▶ Input for this task
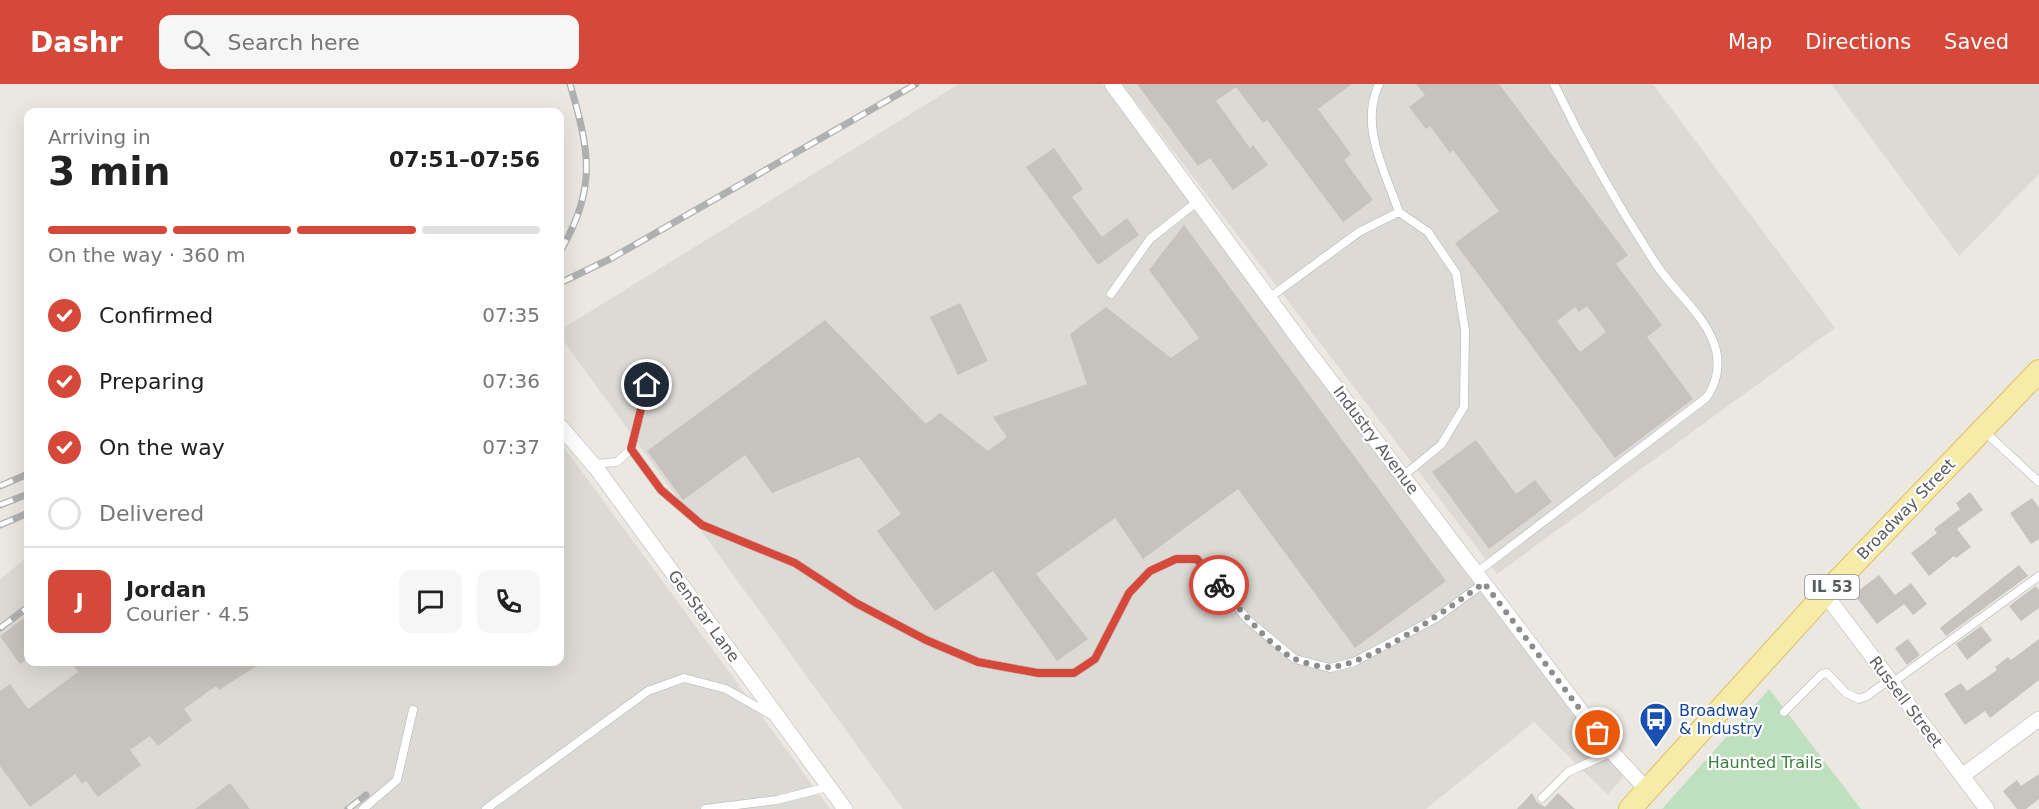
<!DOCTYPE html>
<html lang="en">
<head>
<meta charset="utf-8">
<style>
	:root { --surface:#fff; --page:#f6f6f6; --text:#222; --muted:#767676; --line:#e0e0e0; --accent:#d6493a }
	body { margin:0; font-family:"DejaVu Sans",sans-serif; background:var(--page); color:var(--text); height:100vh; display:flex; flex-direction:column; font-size:22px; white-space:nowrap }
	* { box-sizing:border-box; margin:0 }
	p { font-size:20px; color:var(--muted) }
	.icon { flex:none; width:33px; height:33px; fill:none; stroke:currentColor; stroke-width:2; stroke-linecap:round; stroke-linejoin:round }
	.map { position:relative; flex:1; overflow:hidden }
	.drawer { position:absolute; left:24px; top:24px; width:540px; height:558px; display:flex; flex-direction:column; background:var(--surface); border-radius:12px; box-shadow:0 6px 24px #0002 }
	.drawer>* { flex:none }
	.pin { position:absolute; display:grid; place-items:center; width:51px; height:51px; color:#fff; margin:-26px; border:3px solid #fff; border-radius:50%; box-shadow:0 2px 6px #0007 }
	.courier { position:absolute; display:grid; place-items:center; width:60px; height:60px; margin:-30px; border:4px solid #d6493a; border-radius:50%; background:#fff; color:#222; box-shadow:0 2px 8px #0007 }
	.headline em { font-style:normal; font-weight:700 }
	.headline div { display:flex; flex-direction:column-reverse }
	.headline { display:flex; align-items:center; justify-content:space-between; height:102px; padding:0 24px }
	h1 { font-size:39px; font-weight:700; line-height:45px }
	.bar { display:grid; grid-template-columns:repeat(4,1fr); gap:9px 6px; align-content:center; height:72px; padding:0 24px }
	.bar i { height:8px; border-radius:4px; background:var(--line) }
	.bar .selected { background:var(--accent) }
	.bar p { grid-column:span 4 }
	.line { display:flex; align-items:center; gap:15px; padding:0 24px; border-top:2px solid var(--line) }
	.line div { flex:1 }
	.round { display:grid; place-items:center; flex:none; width:63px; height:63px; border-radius:12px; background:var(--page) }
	ol { padding:0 24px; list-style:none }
	li { display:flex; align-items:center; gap:18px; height:66px }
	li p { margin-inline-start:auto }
	li .icon { padding:6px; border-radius:50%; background:var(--accent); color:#fff; stroke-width:4 }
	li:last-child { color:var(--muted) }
	li i { width:33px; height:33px; border:3px solid var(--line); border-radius:50% }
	header { display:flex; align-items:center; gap:36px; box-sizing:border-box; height:84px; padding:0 30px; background:var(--accent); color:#fff }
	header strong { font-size:28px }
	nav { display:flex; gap:33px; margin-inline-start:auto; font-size:21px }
	.search { width:420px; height:54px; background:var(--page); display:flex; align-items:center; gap:15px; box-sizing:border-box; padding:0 21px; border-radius:12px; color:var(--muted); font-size:22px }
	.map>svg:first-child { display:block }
</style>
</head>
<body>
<header>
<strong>Dashr</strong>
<div class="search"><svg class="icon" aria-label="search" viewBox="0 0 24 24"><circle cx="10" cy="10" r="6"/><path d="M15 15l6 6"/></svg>Search here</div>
<nav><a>Map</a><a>Directions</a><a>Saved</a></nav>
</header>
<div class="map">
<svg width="2039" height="725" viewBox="0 0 2039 725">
	<rect width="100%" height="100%" fill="#eae8e0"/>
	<path fill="#dcdad5" d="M959,0H1102L1629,685L1608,711L1534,638L1426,725H903L560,252V246Z
		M1122,0H1653L1835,244L1497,490Z
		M1831,0H2039V90L1959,172Z
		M560,358L830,725H0V495L28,473V578H560Z"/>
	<path fill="#bee0bf" d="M1769,605L1861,725H1662Z"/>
	<path fill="#c6c3bd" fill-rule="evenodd" d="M1137,0H1352L1318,25L1351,70L1344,76L1373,116L1343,138L1267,36L1263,39L1236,3L1216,17L1250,64L1253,61L1268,81L1233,106L1210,74L1198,82Z
		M1416,0H1499L1628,171L1616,180L1662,241L1647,253L1693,315L1615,374L1455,159L1499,127L1453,66L1450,69L1430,42L1426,45L1409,23L1425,11ZM1587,222L1606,248L1580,268L1557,237L1575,223L1579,228Z
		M1054,64L1083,105L1072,113L1102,153L1127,134L1139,151L1098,181L1026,83Z
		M1184,141L1446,497L1355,564L1238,405L1143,475L1115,434L1036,490L1088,555L1057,577L993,487L935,527L877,447L901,430L859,373L772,409L745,371L683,416L647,367L825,236L926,340L940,329L988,367L1007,353L993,333L1087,300L1070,250L1106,223L1171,274L1199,254L1149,186Z
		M960,219L988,277L958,291L930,233Z
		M1476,356L1516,410L1535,396L1552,418L1489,465L1432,388Z
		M1970,408L1983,426L1957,445L1971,463L1956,474L1954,472L1929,492L1911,469L1937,449L1934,445L1960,425L1956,419Z
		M2032,414L2039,424V455L2031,460L2010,429Z
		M2019,481L2028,492L1946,552L1940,544Z
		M1879,491L1895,511L1911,499L1927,520L1913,531L1904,520L1877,540L1854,510Z
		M2036,502L2039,506V524L2021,537L2009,522Z
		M28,531V574L20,580L0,552Z
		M1981,542L1992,556L1967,576L1956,560Z
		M1908,555L1920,571L1907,581L1895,564Z
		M2039,555V596L1990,634L1985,627L1965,641L1944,610L1961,599L1967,607L1997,586L1995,583L2008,573L2011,576Z
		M71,578H263L219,606L216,602L184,625L192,636L158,662L150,652L130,666L141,681L98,713L86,697L82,700L75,690L30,723L0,682V607L10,600L28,625L78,588Z
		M2039,690V715L2026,725H2017L2003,707L2017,696L2021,702Z
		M230,699L250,725H195Z
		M1532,709L1537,718L1545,723L1558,709L1575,725H1517Z"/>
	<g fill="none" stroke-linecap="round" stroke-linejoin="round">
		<defs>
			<path id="service" d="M1379,0C1359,42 1385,87 1399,128
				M1111,210L1150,155L1198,117
				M1269,214L1359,148L1399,128L1428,148L1456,189L1465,246L1464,323L1441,361L1403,392
				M1985,348L2039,398
				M631,365L661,406L702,441L795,479L856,519L926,556L978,578L1038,589H1074L1095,575L1129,509L1150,487L1176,475H1197L1248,536L1295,575L1330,584L1354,578L1436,534L1484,499
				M594,380L617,378L631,365L652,283
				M1476,489L1706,314C1716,301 1720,283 1716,266C1708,233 1674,208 1656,180C1618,122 1584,62 1554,0
				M1892,599L2039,492
				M1784,628L1822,590L1827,589L1846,609L1859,615L1867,612L1889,596
				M1542,714L1568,688L1612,668
				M363,725L397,696L413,626
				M486,725L648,607L684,594L726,605L773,632
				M705,725L777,716L828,703"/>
			<path id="minor" d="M1112,0L1301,258L1612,668L1647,706
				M560,342L597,385L845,725
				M1825,510L1987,725
				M1962,692L2039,635"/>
			<path id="primary" d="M1630,725L1825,510L2039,287"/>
		</defs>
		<use href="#service" stroke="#b1b3b7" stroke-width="9"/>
		<use href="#minor" stroke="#b1b3b7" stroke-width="16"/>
		<use href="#primary" stroke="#e1c062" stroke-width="24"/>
		<use href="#service" stroke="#fff" stroke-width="8"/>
		<use href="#minor" stroke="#fff" stroke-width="15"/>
		<use href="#primary" stroke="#f6eba9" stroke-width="22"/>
		<defs>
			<path id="rail" d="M560,168C597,103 590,69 570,0
				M560,199L610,175L916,0
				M0,402L28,390
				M0,421L28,410
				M0,441L28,429
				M0,544L28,523
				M348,725L366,711"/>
		</defs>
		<use href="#rail" stroke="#afb0b0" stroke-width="7"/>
		<use href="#rail" stroke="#fff" stroke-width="4.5" stroke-dasharray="14" stroke-linecap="butt"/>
	</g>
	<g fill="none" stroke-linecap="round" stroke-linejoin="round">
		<path stroke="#8c8d8c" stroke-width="6" stroke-dasharray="0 10.8" d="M1219,501C1237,522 1271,564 1295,575C1304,579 1322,584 1331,583C1371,580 1451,523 1484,499L1598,649"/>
		<path stroke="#d6493a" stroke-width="8" d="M647,301L631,365L661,406L702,441L795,479L856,519L926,556L978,578L1038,589H1074L1095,575L1129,509L1150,487L1176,475H1197L1219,501"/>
	</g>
	<defs>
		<symbol id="bus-pin" viewBox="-11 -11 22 30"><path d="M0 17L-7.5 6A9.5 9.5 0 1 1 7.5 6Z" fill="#1a4fb4" stroke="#fff"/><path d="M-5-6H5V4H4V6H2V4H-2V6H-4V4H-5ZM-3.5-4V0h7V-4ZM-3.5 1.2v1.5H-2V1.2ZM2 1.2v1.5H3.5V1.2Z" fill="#fff"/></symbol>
	</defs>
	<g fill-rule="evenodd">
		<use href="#bus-pin" x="1637" y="616" width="38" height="52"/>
	</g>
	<g text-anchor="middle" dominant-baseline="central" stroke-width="4.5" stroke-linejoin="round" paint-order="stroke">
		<rect fill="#fff" stroke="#8b8d8f" stroke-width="1.5" x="1805" y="491" width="54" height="24" rx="4.5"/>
		<g font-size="15" font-weight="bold" fill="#595c5f">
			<text x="1832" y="503">IL 53</text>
		</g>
		<g font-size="16" fill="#595c5f" stroke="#fff">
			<text transform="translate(1376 356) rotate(53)">Industry Avenue</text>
			<text transform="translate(1906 425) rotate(-46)">Broadway Street</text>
			<text transform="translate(704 532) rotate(54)">GenStar Lane</text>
			<text transform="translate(1906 618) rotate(53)">Russell Street</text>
		</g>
		<g font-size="16" fill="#164399" stroke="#fff" text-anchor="start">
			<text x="1679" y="626">Broadway<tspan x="1679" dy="18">&amp; Industry</tspan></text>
		</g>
		<g font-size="16" fill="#3c7c40" stroke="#fff">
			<text x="1765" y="678">Haunted Trails</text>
		</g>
	</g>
</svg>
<div class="pin" style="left:1598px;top:649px;background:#ea580c"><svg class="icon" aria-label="bag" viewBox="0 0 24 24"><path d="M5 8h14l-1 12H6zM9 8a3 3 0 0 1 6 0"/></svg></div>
<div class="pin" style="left:647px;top:301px;background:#1f2937"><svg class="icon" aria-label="home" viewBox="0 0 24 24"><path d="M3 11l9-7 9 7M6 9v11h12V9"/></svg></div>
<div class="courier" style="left:1219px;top:501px"><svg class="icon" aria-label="bike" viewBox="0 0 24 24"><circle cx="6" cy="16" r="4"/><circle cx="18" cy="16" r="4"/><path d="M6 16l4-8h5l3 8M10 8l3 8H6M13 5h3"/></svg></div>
<section class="drawer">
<div class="headline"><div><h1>3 min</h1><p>Arriving in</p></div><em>07:51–07:56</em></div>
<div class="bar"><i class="selected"></i><i class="selected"></i><i class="selected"></i><i></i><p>On the way · 360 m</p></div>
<ol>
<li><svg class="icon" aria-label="check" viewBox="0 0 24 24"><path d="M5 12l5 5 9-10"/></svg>Confirmed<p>07:35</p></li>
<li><svg class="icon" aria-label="check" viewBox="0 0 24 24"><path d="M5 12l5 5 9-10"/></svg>Preparing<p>07:36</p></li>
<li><svg class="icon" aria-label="check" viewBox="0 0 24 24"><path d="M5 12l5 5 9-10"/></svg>On the way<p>07:37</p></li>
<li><i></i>Delivered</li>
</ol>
<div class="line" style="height:108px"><b class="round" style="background:var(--accent);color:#fff">J</b><div><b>Jordan</b><p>Courier · 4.5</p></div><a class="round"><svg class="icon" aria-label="chat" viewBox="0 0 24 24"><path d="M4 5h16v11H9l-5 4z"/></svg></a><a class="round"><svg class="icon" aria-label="phone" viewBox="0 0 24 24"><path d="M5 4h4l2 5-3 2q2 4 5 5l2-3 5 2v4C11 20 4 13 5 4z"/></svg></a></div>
</section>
</div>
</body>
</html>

▶ Required action
The answer is a count and nothing more: lines above that contain "strong".

▶ Response to the task
2